EXTRACTED MATERIAL section start
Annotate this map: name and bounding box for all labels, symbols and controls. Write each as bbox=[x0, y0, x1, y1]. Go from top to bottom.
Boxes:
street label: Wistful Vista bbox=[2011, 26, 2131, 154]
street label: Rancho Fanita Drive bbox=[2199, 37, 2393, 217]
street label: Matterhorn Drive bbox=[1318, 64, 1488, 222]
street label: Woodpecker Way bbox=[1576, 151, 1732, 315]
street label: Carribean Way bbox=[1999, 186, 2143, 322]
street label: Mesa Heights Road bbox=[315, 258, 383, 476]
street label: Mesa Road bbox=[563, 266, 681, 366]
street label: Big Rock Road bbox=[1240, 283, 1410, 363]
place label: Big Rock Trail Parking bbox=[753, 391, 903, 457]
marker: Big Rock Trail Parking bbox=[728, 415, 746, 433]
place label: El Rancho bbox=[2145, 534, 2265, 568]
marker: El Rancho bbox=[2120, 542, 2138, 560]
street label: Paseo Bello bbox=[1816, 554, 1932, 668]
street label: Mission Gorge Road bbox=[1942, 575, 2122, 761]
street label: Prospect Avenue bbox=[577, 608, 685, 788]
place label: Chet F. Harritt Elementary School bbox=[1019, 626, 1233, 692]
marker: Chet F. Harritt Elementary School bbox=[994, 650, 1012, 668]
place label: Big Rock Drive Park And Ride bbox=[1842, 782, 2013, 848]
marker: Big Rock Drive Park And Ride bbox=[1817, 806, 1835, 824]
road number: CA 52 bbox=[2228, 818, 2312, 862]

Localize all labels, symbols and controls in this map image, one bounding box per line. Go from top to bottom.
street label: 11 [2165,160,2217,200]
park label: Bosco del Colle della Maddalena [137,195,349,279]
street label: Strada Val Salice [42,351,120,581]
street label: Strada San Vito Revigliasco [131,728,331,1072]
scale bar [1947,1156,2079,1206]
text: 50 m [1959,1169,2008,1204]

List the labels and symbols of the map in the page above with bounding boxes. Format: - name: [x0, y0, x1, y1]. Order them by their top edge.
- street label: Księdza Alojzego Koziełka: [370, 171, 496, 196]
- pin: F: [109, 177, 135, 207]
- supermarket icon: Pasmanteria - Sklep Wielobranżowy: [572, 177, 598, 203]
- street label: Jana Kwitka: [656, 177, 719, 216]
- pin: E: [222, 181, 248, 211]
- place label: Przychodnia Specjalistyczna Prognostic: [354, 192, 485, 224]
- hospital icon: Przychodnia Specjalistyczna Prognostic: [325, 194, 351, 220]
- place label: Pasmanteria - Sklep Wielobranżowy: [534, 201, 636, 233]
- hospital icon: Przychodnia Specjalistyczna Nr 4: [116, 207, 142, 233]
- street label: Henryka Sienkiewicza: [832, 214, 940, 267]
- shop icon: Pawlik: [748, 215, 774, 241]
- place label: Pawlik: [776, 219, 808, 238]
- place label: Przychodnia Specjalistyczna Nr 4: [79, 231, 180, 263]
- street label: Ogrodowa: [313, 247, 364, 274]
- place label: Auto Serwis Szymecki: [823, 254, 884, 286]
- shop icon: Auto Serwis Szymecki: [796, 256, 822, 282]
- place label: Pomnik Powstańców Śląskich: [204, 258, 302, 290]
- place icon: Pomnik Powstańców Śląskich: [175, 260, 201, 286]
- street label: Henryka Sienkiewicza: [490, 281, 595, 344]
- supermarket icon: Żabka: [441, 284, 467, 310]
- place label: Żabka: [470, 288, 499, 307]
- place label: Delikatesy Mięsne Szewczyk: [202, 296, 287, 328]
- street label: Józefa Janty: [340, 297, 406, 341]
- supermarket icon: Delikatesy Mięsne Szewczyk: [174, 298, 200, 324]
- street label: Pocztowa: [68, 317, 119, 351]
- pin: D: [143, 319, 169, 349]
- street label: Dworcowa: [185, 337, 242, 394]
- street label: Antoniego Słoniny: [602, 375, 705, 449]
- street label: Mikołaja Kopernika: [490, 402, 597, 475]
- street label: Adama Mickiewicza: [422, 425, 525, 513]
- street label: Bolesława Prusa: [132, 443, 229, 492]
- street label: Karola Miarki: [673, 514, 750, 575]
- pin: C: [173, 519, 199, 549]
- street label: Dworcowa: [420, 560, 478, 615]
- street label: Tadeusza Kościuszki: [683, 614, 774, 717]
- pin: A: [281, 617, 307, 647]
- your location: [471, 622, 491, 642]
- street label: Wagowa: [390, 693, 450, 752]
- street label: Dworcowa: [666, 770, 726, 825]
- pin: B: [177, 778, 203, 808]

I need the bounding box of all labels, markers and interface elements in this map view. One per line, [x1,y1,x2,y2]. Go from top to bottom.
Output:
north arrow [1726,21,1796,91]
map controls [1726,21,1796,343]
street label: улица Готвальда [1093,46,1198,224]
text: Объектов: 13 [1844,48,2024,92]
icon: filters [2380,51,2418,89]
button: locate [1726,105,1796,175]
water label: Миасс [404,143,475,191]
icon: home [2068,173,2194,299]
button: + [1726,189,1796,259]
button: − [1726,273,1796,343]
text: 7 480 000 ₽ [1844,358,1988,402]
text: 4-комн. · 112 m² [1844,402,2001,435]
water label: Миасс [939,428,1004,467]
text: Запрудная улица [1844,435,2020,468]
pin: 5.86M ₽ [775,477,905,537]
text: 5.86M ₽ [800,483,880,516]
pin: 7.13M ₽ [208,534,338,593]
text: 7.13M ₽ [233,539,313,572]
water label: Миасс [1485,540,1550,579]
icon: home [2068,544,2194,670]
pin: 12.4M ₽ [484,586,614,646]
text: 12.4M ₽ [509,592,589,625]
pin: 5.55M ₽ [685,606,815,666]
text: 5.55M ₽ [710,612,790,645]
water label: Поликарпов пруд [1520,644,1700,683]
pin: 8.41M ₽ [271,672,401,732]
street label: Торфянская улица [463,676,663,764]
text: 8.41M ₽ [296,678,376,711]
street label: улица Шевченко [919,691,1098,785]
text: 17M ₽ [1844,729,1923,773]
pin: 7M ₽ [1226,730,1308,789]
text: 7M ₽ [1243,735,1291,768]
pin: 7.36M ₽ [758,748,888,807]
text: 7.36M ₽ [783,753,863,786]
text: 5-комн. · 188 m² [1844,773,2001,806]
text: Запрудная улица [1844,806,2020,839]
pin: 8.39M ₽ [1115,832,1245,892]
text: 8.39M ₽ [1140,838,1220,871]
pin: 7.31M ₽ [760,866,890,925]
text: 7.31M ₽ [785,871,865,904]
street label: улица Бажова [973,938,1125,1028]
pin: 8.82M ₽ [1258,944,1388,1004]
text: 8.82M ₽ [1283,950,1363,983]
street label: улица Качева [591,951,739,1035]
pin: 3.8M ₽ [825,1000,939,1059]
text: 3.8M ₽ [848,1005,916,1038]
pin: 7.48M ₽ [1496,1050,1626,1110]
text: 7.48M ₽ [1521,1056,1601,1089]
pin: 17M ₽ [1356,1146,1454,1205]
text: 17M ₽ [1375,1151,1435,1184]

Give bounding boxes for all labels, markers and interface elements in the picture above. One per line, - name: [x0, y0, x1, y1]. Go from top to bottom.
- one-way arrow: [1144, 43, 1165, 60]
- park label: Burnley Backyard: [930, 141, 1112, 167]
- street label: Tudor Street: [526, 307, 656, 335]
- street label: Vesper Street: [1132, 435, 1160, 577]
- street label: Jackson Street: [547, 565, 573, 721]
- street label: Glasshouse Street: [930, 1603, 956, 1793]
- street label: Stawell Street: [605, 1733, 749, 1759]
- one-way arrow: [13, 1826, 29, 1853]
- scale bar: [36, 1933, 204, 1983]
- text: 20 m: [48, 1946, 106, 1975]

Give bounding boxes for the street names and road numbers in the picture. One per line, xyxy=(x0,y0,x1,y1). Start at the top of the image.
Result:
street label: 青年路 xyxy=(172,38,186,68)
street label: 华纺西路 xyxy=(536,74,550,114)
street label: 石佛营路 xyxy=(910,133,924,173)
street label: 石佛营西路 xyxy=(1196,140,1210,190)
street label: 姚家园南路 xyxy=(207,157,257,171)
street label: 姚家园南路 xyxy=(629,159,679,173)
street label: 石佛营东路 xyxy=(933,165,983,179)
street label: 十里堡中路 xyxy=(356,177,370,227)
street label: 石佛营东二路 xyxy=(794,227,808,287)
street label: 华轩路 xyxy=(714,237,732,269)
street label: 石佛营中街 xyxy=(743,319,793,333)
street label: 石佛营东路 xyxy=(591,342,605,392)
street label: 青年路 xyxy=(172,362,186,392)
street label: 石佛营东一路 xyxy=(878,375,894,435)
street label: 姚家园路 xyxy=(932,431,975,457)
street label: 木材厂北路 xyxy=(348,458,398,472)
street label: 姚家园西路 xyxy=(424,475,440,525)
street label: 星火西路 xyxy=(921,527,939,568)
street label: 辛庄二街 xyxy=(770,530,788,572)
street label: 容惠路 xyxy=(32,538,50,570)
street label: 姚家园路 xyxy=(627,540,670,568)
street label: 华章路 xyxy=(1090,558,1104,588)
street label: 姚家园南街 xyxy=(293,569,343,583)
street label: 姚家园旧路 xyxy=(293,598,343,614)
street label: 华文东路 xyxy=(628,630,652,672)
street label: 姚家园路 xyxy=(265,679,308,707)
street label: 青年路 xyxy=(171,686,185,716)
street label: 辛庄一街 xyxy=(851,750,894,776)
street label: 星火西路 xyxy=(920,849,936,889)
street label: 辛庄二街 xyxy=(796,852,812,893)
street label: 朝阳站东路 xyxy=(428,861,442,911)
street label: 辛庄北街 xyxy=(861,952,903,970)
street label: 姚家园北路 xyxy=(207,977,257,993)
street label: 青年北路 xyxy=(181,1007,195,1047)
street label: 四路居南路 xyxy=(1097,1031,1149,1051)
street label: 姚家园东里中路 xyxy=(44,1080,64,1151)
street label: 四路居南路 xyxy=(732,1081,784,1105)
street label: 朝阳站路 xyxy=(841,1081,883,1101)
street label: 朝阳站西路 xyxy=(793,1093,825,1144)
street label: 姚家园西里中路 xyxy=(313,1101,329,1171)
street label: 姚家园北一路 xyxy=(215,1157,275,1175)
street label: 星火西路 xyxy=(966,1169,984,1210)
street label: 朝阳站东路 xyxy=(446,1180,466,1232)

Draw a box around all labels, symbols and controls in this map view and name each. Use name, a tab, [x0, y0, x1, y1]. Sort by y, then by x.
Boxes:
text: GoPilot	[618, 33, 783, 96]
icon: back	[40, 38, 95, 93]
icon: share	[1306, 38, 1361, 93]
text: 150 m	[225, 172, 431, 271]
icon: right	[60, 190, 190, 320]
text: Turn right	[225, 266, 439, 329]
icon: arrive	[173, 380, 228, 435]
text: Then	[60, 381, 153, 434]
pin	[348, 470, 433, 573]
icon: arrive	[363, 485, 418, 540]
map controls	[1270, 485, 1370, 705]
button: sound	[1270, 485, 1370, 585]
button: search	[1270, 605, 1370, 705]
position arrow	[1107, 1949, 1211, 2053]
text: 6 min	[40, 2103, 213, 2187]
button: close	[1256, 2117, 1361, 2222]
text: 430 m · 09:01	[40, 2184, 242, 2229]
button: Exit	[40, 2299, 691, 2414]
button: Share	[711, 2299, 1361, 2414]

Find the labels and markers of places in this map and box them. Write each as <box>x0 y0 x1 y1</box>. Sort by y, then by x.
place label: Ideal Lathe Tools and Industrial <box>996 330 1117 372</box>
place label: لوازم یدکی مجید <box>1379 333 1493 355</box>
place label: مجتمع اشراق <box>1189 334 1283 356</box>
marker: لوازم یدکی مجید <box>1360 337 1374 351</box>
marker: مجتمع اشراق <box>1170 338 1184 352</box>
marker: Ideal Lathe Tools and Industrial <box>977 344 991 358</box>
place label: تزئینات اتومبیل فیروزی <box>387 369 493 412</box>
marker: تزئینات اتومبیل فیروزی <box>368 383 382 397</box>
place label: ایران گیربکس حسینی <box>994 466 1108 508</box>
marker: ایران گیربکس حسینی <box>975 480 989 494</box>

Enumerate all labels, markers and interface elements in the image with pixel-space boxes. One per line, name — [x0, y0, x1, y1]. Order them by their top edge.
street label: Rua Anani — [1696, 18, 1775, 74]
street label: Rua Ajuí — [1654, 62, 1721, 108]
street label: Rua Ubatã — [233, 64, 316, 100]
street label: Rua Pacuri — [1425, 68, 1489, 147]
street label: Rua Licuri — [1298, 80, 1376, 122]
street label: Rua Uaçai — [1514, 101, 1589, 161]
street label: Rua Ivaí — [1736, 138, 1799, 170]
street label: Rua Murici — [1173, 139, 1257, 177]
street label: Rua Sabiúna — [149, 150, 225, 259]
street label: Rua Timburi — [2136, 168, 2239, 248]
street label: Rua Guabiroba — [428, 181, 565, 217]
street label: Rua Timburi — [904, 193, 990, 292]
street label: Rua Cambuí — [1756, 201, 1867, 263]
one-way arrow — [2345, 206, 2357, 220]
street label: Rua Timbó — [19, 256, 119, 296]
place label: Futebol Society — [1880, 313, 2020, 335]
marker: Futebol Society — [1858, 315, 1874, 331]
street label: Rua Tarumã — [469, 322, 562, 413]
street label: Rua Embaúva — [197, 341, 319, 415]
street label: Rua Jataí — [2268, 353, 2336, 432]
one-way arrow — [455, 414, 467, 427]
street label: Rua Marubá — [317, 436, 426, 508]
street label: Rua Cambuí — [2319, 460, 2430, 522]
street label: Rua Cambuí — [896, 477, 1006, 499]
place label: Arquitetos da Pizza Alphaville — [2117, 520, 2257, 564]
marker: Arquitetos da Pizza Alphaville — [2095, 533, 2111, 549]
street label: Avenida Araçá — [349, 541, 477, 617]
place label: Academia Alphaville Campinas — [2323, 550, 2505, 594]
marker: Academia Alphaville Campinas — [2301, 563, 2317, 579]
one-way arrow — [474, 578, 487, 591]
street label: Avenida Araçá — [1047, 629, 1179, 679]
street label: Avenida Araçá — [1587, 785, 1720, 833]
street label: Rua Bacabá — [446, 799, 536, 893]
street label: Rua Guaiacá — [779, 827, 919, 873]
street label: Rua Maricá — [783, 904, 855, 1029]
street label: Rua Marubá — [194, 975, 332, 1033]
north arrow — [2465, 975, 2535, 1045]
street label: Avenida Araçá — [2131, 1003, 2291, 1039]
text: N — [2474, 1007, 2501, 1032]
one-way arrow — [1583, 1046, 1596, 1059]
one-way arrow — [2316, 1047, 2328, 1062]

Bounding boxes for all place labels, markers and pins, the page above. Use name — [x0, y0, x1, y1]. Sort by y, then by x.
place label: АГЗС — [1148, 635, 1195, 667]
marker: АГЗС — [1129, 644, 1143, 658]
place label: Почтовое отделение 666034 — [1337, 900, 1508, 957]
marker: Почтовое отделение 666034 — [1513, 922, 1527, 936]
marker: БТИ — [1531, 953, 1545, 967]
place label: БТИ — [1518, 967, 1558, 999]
EXTRACTED MATERIAL section end
# TO DO
Your answer should be the lines of the records that hold the string "bottom".

# EXPECTED OUTPUT
Annotate this map: name and bounding box for all labels, symbols and controls. Write each as bbox=[x0, y0, x1, y1]. Go from top to bottom.
Localize all labels, symbols and controls in this map image, one bounding box per line. Go from top to bottom.
I need the bounding box of all labels, markers and interface elements in this map view. One per line, [x1,y1,x2,y2]. Go from top to bottom.
Give bounding boxes for all labels, markers and interface elements in the picture above. One per line, - name: [x0, y0, x1, y1]. Go from top to bottom.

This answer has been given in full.